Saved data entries

%%

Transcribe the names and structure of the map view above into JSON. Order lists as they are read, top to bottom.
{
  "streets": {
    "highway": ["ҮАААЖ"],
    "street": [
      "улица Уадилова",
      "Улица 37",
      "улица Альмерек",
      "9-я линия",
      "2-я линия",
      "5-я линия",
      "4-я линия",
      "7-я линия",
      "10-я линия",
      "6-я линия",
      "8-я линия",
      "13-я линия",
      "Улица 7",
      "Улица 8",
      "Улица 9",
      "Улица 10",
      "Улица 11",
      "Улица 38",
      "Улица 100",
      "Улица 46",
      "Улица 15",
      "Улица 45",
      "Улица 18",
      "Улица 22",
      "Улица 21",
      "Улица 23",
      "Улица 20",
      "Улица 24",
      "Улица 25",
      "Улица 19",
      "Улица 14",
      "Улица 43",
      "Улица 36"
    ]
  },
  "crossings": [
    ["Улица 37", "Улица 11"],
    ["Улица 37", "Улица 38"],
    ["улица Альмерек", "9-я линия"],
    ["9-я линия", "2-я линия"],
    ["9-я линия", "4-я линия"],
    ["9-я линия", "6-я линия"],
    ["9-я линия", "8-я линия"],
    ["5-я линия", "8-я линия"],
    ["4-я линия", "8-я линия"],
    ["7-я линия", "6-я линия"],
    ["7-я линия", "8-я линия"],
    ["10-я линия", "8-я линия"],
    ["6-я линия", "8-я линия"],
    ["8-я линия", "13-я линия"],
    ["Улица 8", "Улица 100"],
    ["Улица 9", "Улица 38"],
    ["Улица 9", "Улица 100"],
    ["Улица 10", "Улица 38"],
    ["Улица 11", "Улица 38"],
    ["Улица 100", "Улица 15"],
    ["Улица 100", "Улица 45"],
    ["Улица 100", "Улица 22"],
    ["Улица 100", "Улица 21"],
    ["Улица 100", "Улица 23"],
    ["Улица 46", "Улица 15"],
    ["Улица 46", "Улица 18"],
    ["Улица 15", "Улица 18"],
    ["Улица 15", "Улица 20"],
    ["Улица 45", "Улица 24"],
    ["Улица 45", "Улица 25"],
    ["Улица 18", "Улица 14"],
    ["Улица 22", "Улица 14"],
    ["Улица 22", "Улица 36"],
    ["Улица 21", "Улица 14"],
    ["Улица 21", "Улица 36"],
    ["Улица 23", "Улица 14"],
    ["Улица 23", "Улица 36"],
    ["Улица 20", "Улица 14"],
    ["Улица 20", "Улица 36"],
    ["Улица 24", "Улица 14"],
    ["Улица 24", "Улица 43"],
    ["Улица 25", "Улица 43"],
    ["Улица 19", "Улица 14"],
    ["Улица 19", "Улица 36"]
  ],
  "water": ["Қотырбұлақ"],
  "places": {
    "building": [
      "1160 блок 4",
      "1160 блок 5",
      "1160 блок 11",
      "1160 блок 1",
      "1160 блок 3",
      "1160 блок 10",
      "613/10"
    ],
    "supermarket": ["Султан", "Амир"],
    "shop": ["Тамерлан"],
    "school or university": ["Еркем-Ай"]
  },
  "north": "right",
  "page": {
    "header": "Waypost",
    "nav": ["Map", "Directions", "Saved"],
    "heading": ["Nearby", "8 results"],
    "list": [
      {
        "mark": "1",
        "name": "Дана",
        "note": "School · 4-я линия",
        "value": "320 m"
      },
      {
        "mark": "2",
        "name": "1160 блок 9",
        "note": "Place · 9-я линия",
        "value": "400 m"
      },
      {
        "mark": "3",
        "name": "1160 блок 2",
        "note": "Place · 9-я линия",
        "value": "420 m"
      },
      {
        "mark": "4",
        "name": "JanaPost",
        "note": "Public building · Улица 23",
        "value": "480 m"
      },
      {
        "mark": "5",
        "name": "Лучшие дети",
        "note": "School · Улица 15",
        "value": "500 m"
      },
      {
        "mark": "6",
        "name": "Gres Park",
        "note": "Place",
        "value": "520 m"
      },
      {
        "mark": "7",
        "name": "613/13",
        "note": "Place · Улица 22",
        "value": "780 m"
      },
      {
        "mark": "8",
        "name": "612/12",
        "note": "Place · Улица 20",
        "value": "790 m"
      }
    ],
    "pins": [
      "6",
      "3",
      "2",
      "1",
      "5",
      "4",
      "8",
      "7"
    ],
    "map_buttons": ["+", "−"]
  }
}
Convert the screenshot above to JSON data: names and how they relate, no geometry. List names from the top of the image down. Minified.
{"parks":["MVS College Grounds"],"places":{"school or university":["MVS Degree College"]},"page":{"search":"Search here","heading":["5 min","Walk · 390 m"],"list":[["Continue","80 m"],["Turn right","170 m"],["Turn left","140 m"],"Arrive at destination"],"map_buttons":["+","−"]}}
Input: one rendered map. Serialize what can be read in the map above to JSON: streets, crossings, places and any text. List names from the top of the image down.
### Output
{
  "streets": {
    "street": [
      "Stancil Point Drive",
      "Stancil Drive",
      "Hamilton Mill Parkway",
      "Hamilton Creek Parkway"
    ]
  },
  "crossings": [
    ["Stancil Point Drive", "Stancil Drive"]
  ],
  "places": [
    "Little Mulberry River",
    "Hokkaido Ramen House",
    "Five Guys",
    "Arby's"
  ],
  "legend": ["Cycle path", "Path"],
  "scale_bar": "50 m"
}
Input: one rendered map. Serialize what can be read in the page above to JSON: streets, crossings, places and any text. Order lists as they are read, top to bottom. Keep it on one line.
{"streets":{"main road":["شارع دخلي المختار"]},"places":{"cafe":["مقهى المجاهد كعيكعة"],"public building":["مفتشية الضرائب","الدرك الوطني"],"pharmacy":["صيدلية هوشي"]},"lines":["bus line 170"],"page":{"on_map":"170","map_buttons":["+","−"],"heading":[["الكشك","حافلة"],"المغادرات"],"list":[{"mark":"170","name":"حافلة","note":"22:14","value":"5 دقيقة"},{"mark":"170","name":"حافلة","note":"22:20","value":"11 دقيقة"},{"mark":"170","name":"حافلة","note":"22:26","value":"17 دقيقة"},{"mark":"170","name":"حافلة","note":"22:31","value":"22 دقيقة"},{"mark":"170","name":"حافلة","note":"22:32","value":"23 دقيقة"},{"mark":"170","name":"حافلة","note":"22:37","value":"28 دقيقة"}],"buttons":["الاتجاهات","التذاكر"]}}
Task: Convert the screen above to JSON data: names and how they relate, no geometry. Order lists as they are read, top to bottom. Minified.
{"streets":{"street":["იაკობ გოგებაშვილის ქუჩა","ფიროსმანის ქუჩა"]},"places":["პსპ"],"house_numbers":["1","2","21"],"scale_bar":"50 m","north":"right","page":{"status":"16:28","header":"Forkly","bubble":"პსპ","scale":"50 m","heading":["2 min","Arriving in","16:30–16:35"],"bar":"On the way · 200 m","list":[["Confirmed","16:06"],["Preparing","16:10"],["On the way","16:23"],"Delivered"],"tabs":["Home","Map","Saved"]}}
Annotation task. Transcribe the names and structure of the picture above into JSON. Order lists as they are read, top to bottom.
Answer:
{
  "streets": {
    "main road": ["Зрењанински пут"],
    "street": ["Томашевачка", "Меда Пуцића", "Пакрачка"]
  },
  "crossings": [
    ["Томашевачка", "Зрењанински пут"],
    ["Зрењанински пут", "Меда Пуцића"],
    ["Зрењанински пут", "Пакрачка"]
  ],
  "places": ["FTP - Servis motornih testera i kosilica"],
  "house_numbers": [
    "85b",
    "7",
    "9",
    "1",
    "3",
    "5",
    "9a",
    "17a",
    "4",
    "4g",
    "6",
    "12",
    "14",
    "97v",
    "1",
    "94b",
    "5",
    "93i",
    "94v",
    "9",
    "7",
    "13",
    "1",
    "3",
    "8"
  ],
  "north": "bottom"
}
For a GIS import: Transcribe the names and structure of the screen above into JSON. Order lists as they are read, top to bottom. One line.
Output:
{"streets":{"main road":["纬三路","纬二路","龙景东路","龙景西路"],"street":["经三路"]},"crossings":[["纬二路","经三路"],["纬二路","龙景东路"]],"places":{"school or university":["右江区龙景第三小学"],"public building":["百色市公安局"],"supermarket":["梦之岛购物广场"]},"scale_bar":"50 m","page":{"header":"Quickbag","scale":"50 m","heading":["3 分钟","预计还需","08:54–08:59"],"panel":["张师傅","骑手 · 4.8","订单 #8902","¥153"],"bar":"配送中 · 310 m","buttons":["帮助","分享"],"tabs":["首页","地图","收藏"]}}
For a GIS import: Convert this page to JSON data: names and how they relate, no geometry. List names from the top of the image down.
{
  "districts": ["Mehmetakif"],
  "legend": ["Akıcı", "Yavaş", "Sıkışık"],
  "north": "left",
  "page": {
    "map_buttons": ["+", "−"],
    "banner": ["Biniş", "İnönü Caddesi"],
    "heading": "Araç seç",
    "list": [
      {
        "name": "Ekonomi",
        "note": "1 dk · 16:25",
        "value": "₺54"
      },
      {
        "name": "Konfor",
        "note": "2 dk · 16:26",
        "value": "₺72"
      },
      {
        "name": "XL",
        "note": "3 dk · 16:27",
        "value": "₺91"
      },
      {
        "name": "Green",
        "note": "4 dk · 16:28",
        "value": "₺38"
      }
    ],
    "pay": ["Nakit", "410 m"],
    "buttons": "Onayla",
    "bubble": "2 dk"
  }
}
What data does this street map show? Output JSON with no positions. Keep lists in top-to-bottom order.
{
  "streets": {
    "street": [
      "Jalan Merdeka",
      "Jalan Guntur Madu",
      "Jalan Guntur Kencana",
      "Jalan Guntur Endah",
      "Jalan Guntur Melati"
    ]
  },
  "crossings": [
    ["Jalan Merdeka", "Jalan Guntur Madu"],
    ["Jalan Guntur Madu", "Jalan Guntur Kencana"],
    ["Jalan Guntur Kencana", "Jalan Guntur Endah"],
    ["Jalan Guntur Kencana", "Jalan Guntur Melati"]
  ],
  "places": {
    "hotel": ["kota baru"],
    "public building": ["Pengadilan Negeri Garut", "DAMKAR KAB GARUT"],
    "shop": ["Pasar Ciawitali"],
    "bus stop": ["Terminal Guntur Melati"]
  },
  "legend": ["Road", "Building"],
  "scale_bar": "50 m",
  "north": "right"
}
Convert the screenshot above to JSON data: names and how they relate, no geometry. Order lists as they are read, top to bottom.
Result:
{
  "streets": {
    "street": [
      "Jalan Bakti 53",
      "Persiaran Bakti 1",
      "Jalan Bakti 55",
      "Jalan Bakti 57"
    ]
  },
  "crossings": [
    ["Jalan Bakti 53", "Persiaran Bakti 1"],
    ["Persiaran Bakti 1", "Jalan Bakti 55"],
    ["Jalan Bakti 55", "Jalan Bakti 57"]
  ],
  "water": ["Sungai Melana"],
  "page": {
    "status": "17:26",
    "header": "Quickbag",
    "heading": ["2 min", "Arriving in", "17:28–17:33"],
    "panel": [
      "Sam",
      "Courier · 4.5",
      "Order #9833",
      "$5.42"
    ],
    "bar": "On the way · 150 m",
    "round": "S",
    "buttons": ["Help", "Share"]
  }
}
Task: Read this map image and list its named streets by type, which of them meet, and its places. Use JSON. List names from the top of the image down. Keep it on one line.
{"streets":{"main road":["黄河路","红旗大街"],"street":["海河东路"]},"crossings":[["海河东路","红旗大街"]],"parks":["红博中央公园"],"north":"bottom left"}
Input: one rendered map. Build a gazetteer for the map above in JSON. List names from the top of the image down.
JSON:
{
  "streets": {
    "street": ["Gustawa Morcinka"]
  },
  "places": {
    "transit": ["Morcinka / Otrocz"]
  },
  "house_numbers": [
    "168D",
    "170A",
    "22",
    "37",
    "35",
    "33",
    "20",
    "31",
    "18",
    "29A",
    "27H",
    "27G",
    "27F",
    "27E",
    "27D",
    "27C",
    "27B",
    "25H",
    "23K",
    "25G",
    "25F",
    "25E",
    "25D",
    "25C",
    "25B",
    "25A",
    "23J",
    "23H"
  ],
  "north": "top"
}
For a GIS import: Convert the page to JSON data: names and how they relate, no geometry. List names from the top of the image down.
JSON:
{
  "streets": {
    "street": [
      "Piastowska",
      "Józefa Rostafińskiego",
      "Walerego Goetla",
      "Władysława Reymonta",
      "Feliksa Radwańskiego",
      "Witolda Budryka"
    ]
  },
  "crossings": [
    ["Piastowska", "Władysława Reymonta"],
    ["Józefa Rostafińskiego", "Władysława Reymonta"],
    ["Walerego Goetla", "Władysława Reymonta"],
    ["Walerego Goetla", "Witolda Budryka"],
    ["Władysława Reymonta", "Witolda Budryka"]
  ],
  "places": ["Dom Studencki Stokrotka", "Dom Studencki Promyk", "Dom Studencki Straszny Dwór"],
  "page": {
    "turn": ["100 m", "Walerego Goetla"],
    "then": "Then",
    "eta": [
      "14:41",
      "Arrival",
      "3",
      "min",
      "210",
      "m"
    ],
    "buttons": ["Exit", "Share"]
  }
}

%%

EXERCISE GOAL:
With the line containing "Input: one rendered map. Build" as the first and the final line of the records as the last, copy that span exactly and nothing more.

SOLUTION:
Input: one rendered map. Build a gazetteer for the map above in JSON. List names from the top of the image down.
JSON:
{
  "streets": {
    "street": ["Gustawa Morcinka"]
  },
  "places": {
    "transit": ["Morcinka / Otrocz"]
  },
  "house_numbers": [
    "168D",
    "170A",
    "22",
    "37",
    "35",
    "33",
    "20",
    "31",
    "18",
    "29A",
    "27H",
    "27G",
    "27F",
    "27E",
    "27D",
    "27C",
    "27B",
    "25H",
    "23K",
    "25G",
    "25F",
    "25E",
    "25D",
    "25C",
    "25B",
    "25A",
    "23J",
    "23H"
  ],
  "north": "top"
}
For a GIS import: Convert the page to JSON data: names and how they relate, no geometry. List names from the top of the image down.
JSON:
{
  "streets": {
    "street": [
      "Piastowska",
      "Józefa Rostafińskiego",
      "Walerego Goetla",
      "Władysława Reymonta",
      "Feliksa Radwańskiego",
      "Witolda Budryka"
    ]
  },
  "crossings": [
    ["Piastowska", "Władysława Reymonta"],
    ["Józefa Rostafińskiego", "Władysława Reymonta"],
    ["Walerego Goetla", "Władysława Reymonta"],
    ["Walerego Goetla", "Witolda Budryka"],
    ["Władysława Reymonta", "Witolda Budryka"]
  ],
  "places": ["Dom Studencki Stokrotka", "Dom Studencki Promyk", "Dom Studencki Straszny Dwór"],
  "page": {
    "turn": ["100 m", "Walerego Goetla"],
    "then": "Then",
    "eta": [
      "14:41",
      "Arrival",
      "3",
      "min",
      "210",
      "m"
    ],
    "buttons": ["Exit", "Share"]
  }
}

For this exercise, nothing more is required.